[polyml] Memory consumption profiling in PolyML

24 Sep 2011

      Hi David.
Thanks for thinking about this one. I hadn't realised that type information was erased in PolyML's store. That makes the problem significantly more complicated than I had thought.
The approach you suggested sounds sensible. It could also scale to more general classifications than functions in the future. Functions just happen to be objects with profile space associated with them. You could also allocated profiling nodes for modules, types, etc if that turned out to be useful. It occurs to me that this is probably how the Haskell statistics module works (I dimly recall choices about different ways to allocate profile nodes).
I only recommended types since I assumed that information was already available. I think that knowledge of the allocating function would be just as useful.
The situation is indeed that the final dataset is larger than expected. Isabelle does a lot of internal work checking proofs, but should then be able to discard the internal states if the proof is valid. There still seems to be a lot of data left lying around, and it would be nice to know what it was or where it came from. There are a lot of add-on packages which may be contributing, and no single author has overall vision of what they all do.

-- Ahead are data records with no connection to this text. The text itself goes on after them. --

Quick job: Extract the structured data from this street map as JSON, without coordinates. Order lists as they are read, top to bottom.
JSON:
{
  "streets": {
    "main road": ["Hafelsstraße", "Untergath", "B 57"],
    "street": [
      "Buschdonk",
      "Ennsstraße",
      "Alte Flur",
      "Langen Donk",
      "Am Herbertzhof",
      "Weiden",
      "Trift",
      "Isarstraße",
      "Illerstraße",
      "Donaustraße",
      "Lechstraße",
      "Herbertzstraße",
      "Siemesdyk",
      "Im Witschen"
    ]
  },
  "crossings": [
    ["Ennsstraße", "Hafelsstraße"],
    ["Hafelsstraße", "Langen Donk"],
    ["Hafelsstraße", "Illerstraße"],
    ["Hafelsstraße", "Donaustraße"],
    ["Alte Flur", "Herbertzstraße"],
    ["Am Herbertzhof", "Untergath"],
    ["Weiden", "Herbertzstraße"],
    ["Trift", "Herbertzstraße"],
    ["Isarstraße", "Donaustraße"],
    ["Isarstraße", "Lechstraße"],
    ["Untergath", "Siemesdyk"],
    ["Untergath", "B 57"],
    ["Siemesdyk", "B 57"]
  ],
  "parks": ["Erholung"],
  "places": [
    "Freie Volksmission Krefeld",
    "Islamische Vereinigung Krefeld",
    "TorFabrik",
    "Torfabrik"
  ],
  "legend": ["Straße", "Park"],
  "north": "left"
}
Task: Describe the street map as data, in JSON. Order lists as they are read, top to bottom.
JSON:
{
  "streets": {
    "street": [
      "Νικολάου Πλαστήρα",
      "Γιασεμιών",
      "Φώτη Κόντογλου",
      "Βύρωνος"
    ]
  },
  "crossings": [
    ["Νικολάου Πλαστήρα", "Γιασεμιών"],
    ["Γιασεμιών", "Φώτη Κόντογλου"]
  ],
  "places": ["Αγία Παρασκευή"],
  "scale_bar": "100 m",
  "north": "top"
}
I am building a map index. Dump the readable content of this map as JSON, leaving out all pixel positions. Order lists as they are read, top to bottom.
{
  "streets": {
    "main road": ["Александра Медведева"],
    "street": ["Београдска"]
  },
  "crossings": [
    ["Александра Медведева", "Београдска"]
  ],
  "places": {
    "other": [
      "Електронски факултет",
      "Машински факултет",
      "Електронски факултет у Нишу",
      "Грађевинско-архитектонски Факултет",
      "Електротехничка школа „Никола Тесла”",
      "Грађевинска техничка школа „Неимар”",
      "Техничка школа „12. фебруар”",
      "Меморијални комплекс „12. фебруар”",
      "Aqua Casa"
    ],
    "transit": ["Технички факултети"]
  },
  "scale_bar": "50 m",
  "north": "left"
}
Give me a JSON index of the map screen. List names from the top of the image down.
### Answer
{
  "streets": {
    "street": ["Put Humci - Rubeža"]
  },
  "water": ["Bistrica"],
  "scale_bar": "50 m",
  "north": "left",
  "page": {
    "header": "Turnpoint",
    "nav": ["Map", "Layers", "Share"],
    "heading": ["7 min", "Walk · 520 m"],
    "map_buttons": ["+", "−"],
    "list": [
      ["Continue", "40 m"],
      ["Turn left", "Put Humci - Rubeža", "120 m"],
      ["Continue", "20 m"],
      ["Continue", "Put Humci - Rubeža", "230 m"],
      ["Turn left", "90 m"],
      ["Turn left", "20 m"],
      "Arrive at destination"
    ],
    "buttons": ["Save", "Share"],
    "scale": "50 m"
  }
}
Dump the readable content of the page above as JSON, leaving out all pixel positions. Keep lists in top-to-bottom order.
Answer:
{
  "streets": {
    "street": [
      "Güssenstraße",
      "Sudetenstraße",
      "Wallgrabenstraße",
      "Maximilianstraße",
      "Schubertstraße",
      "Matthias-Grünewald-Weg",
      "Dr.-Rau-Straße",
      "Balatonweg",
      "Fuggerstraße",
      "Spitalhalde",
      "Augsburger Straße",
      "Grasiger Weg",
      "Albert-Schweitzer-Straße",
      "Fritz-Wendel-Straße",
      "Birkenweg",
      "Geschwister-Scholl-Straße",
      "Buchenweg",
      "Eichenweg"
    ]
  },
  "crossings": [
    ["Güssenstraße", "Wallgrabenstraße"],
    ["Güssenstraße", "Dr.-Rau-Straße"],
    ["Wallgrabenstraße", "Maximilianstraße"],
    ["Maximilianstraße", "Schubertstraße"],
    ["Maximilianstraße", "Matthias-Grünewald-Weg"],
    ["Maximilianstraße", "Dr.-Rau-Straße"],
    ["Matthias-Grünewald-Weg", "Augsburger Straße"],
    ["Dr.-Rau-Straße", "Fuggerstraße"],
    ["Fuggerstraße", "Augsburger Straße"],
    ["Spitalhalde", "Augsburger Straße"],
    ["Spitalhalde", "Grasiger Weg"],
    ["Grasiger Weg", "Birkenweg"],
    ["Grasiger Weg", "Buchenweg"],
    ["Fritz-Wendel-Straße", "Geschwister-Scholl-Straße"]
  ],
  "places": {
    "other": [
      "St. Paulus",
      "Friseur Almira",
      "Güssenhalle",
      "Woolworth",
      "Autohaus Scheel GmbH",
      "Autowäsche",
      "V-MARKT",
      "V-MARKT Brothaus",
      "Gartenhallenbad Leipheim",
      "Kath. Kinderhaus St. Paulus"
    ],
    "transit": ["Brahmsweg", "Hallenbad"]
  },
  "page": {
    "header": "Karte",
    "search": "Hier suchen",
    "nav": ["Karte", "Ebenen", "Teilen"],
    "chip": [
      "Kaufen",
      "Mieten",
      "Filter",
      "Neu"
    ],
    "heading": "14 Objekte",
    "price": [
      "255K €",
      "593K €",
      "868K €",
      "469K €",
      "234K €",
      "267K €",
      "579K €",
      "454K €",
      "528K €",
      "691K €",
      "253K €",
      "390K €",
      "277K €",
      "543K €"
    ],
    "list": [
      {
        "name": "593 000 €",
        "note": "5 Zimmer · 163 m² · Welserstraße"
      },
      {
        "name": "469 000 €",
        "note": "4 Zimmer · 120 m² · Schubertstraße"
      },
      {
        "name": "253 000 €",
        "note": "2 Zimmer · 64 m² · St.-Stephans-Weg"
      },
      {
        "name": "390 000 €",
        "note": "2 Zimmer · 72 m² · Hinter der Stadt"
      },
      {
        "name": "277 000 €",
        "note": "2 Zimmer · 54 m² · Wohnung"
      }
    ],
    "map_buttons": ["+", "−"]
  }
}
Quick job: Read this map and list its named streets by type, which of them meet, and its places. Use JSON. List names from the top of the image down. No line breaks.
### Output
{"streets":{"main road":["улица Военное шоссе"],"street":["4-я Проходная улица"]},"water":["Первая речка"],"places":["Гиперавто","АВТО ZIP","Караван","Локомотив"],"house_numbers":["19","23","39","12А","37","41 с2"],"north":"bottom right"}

If you have time to implement something like this, it would certainly be appreciated. I have no idea how difficult it would be. At the moment, we're toying with an alternative strategy, which is using the getLocalStats feature to profile memory consumption of various operations against a series of development snapshots of Isabelle to get an idea which changesets are relevant. It's possible this might get us enough information.
Yours,
    Thomas.
________________________________________
From: polyml-bounces@inf.ed.ac.uk [polyml-bounces@inf.ed.ac.uk] On Behalf Of David Matthews [David.Matthews@prolingua.co.uk]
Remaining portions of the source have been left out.